• Data shown:
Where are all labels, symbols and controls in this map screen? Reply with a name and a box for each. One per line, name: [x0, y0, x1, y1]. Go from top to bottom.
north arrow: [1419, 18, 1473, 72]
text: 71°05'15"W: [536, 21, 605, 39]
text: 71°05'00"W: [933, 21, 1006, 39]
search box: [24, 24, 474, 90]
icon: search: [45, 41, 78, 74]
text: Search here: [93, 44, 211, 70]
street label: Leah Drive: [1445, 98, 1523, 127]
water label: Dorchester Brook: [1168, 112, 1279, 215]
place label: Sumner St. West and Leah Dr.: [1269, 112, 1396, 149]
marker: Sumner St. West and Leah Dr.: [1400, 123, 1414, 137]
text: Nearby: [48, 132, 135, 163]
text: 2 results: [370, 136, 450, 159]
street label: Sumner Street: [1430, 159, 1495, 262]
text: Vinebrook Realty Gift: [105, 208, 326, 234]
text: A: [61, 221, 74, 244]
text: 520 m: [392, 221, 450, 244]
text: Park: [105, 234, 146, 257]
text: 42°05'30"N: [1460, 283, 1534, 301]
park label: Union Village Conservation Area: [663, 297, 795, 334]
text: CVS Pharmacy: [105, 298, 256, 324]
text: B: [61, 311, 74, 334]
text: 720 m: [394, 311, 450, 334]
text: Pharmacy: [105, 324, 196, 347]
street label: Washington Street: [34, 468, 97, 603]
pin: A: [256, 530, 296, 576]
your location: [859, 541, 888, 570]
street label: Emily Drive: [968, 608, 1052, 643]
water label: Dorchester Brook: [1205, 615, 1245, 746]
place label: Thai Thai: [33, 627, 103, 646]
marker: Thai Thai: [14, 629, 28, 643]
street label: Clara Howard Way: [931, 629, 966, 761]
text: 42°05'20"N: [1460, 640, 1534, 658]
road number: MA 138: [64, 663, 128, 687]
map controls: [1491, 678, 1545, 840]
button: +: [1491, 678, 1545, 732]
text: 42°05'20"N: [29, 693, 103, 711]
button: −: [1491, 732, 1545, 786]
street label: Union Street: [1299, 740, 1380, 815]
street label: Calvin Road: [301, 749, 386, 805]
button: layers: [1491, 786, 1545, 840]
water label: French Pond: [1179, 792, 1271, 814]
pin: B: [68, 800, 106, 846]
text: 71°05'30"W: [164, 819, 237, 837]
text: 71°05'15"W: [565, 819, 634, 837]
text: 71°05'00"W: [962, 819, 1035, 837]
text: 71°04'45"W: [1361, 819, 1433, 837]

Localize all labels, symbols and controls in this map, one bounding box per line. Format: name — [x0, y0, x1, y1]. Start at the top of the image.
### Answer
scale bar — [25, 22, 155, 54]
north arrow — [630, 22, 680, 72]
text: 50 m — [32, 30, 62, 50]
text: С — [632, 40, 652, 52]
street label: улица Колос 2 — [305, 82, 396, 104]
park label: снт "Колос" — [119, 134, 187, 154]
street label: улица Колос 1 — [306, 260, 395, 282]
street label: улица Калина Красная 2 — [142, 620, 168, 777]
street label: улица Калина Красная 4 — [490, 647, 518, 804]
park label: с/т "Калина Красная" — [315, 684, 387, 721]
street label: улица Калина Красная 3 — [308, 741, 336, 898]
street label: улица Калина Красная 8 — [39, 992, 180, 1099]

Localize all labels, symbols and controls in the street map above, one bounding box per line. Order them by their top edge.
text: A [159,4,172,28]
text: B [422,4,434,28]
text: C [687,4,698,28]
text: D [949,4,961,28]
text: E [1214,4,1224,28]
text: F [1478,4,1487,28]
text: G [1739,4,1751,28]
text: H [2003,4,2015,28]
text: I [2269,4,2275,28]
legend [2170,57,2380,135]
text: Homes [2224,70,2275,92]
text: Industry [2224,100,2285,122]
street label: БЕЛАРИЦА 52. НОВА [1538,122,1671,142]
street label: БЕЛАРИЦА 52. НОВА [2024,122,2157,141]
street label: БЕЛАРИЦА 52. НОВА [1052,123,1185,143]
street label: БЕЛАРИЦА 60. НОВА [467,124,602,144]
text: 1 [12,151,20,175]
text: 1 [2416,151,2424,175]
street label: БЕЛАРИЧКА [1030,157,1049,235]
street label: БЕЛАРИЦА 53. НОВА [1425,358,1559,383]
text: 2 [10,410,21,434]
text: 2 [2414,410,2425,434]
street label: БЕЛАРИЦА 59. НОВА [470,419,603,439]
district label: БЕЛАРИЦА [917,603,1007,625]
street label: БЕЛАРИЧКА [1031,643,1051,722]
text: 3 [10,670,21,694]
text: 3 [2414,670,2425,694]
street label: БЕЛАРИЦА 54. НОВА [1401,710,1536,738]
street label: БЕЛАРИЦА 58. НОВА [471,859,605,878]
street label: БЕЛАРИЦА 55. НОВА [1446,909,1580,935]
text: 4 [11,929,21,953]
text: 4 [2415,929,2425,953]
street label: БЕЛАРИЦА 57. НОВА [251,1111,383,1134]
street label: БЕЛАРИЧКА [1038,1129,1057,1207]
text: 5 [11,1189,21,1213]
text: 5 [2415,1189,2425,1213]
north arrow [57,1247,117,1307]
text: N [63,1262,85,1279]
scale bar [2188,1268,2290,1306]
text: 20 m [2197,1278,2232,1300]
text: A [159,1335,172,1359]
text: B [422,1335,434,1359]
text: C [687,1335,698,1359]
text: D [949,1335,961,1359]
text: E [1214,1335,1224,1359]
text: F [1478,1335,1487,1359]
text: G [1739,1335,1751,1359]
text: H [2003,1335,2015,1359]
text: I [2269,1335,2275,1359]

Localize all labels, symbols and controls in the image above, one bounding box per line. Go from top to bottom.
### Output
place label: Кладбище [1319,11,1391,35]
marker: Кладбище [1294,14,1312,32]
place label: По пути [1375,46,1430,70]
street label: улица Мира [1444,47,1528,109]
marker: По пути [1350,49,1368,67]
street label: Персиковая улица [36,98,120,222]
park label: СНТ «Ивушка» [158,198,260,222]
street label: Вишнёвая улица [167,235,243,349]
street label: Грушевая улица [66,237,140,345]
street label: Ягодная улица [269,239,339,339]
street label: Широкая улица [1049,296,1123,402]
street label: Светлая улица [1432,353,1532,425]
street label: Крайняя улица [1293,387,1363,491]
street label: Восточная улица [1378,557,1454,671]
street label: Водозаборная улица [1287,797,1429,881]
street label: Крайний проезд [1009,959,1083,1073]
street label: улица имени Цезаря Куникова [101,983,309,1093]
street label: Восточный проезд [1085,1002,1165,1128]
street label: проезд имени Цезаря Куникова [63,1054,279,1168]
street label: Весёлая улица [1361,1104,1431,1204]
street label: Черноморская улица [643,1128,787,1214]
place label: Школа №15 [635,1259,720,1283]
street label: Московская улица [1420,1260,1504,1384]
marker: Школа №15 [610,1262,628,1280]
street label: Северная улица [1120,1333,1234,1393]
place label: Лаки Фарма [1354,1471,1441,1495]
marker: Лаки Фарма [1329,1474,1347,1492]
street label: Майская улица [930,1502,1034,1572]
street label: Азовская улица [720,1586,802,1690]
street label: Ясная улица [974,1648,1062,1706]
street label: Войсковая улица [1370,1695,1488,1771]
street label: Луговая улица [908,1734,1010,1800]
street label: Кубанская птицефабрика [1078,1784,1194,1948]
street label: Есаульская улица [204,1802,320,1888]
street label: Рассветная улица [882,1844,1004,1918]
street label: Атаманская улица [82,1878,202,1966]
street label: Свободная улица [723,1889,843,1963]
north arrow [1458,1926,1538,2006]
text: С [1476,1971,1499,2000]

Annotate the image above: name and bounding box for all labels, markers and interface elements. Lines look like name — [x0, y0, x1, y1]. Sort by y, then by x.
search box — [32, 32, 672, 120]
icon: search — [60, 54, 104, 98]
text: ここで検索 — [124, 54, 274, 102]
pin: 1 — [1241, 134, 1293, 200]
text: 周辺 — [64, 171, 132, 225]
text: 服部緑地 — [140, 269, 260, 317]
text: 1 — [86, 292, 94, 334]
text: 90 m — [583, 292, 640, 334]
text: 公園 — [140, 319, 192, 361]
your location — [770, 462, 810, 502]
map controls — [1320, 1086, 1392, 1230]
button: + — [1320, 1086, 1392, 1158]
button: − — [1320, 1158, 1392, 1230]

• Requirement:
Select and copy every line of the listing with the word "Sumner".

• Written response:
place label: Sumner St. West and Leah Dr.: [1269, 112, 1396, 149]
marker: Sumner St. West and Leah Dr.: [1400, 123, 1414, 137]
street label: Sumner Street: [1430, 159, 1495, 262]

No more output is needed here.